The wider culture at the time accounted the combination of professors and profits an odd one – academic eccentricity and demands for autonomy might rub up against corporate norms – and much reflective and practical thought went into arranging the circumstances that would allow companies to secure innovative people, permit them to do innovative things, and enhance their innovative output while, at the same time, keeping their attention on the right sorts of innovations, those that might yield corporate profit.

In such settings, the relevant category was still not creativity but a loosely connected set of competences, sometimes designated as originality, sometimes as productivity, more often not specially dwelt on or defined. Whatever those capacities were, they lay behind the outcomes for which scientific workers were employed. And employers tended to infer the competences from the concrete outcomes. There was, however, one notion of workers’ capacities from which corporate managers wished to dissociate themselves – and that was genius. Different firms had different sensibilities about scientific workers’ competences, but one response emerging from the new research labs of companies such as General Electric and Eastman Kodak was that creative and productive work didn’t have to do with hiring awkward geniuses but with finding the organisational forms that allowed people of ordinary gifts to achieve extraordinary things.

In 1920, a reflective director of industrial research at Eastman Kodak acknowledged the reality and value of genius, though he doubted that any company could expect to secure an adequate supply of such exceptional people. No matter: scientific workers who were well-trained and well-motivated could make valuable contributions even though they were ‘entirely untouched by anything that might be considered as the fire of genius’. At mid-century, corporate and bureaucratic employers varied in their opinions about whether the organisational difficulties attending genius were worth putting up with; some insisted that they were; others thought that the disruption caused by genius was too big a price to pay; and still others reckoned that a properly organised team of people of average abilities might constitute ‘a very good substitute for genius’.

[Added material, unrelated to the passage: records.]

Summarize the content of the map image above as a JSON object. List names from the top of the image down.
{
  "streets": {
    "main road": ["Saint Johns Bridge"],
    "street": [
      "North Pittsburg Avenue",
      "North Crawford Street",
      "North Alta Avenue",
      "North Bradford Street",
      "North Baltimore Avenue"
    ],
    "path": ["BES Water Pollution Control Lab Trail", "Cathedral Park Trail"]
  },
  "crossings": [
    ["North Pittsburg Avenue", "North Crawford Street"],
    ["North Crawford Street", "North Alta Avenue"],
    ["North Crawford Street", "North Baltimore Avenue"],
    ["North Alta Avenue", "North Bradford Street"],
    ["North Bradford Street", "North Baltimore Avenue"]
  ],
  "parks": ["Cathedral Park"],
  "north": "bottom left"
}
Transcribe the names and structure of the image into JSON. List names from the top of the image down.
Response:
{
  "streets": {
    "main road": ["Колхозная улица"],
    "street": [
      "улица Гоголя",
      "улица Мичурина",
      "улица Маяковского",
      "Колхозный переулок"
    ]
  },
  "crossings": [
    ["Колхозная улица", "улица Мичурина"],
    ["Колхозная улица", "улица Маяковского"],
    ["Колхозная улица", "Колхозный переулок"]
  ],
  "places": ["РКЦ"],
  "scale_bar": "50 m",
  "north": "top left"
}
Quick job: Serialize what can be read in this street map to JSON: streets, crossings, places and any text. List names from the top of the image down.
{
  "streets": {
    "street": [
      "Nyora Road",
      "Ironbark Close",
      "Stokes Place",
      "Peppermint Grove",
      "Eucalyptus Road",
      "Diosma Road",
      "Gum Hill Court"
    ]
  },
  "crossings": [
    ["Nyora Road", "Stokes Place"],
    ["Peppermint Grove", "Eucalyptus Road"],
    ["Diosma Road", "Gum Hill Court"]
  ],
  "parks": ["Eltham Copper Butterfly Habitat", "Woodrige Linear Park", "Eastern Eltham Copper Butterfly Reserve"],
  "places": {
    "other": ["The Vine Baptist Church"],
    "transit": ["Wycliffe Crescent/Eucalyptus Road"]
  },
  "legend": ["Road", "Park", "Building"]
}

Organisations should be designed to induce scientists from different disciplines to focus on a common project; to keep them talking to each other while maintaining ties with their home academic disciplines; and to get them to concentrate on commercially relevant projects while permitting enough freedom to ‘stare out the window’ and to think ‘blue sky’ thoughts. If you want profits, then – it was widely conceded – one price you pay is a significant amount of intellectual freedom, allowing the scientific workers to do just what they wanted to do, at least some of the time. The one-day-a-week-for-free-thought notion is not the recent invention of Google; it goes back practically forever in industrial research labs, and its justification was always hard-headed.

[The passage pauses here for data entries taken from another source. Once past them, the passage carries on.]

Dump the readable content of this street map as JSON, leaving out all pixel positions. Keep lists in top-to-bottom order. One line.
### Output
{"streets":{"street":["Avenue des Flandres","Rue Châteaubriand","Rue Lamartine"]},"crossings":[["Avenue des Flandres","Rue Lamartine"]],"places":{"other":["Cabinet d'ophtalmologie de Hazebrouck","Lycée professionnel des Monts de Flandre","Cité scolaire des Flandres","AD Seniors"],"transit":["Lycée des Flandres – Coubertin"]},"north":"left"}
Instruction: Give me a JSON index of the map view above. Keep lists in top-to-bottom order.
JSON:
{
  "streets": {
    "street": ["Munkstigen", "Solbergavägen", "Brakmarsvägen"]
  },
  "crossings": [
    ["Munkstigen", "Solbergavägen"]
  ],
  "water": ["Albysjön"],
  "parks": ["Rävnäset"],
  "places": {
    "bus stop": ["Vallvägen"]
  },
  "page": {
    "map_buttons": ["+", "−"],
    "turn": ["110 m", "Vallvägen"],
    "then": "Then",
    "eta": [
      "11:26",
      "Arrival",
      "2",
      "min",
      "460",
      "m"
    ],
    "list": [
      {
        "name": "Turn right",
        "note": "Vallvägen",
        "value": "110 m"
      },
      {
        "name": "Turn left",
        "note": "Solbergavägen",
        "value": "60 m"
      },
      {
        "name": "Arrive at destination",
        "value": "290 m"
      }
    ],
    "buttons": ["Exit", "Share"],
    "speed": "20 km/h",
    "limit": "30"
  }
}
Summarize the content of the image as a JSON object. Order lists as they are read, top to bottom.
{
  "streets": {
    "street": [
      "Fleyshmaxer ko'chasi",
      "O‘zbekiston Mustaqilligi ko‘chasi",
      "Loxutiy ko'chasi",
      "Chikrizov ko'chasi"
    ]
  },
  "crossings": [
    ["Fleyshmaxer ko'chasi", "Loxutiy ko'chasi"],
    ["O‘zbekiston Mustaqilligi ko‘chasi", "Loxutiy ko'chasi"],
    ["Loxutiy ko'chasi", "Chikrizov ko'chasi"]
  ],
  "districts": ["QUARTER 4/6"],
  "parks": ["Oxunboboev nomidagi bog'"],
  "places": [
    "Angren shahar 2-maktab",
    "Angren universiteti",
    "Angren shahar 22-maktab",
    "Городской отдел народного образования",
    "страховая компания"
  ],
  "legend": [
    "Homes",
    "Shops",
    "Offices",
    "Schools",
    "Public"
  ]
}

After the war, the Manhattan Project was often celebrated as a shining example of what effective organisation could achieve. True, many of the scientists building the bomb were regarded as geniuses, but many were not, and huge amounts of design and testing work and isotope manufacture was done by legions of scientists and engineers with ordinary qualifications. J Robert Oppenheimer was acclaimed for his administrative genius as much as for his scientific brilliance, though much of the organisational structure at Los Alamos and at isotope-producing sites was adapted from such companies as Westinghouse Electric. The Manhattan Project was proof that you could, after all, ‘herd cats’, organise geniuses and achieve things that were new and consequential – things that no lone genius or random aggregate of geniuses could have done.

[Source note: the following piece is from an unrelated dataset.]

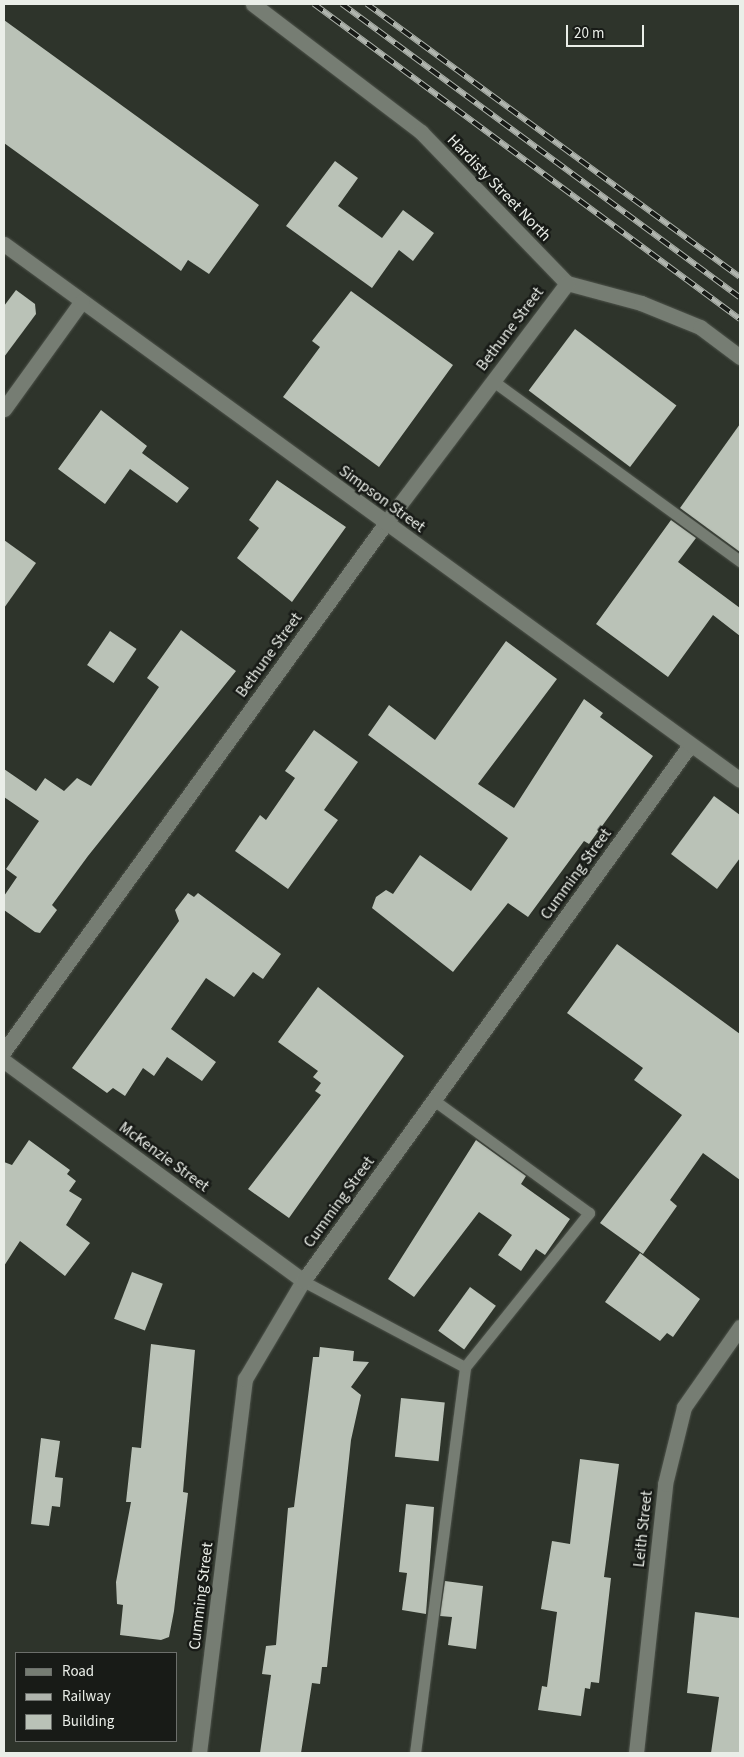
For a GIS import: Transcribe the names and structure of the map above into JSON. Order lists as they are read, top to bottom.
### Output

The atomic bomb marked the end of the Second World War and the beginning of the Cold War. The creativity of Manhattan Project scientists and engineers has been abundantly celebrated by later commentators, not so much in the immediate aftermath: the word ‘creativity’ doesn’t appear in the official Smyth Report (1945) on the Project. And the only invocation of the notion of genius is deflationary and morally exculpatory: ‘This weapon has been created not by the devilish inspiration of some warped genius but by the arduous labour of thousands of normal men and women.’ But the new atomic world was just the institutional and cultural environment in which creativity emerged, flourished and was variously interpreted.

Among people with the relevant intellectual capacities, it would be useful to determine who might become ‘creative’

The military was a key actor in creativity’s Cold War history. That helps to make it a particularly American history, though there was uptake in other ‘free world’ settings. The American national requirement for ever-growing ‘stockpiles’ of scientific talent was clear in the earliest stages of superpower conflict, and it became urgent after Sputnik. ‘In the presence of the Russian threat,’ a psychologist wrote:

‘creativity’ could no longer be left to the chance occurrence of genius; neither could it be left in the realm of the wholly mysterious and the untouchable. Men had to be able to do something about it; creativity had to be a property in many men; it had to be something identifiable; it had to be subject to efforts to gain more of it.

There were proposals for scientific manpower boards to arrange continuing supplies of scientific personnel and to organise them in a way that enhanced ‘creative work’. Quantity was important, and the flow of scientific personnel depended in part on identifying populations of young people with the potential to become productive technical workers. Quality was very important too: among people with the right intellectual capacities, it would be useful to determine which of them might become ‘creative’. Could that psychological capacity be identified, broken out from other mental traits, measured?

It was this capacity that was increasingly called creativity, and there were many consumers for a stabilised and reliable characterisation of creativity and for means of assessing it. The bits of government – both military and civilian – concerned with the supply of technical personnel wanted less chancy, more dependable ways of identifying all sorts of talent; the military wanted techniques for spotting officers capable of initiative, improvisation and the ability to imagine new forms of warfare – in the American military strategist Herman Kahn’s Kennedy-era encouragement to contemplate fighting and surviving a thermonuclear war: to ‘think the unthinkable’. Businesses and governmental bureaucracies wanted the ability to spot adaptable managers; educational institutions wanted to select imaginative teachers; the new National Science Foundation (NSF) wanted better ways of deciding which grant applicants were most likely to produce significant breakthroughs. And, of course, institutions concerned with the arts and humanities wanted something similar, though these less-practically oriented concerns were not as significant in creativity’s Cold War history as were the making of war, profits and technical knowledge.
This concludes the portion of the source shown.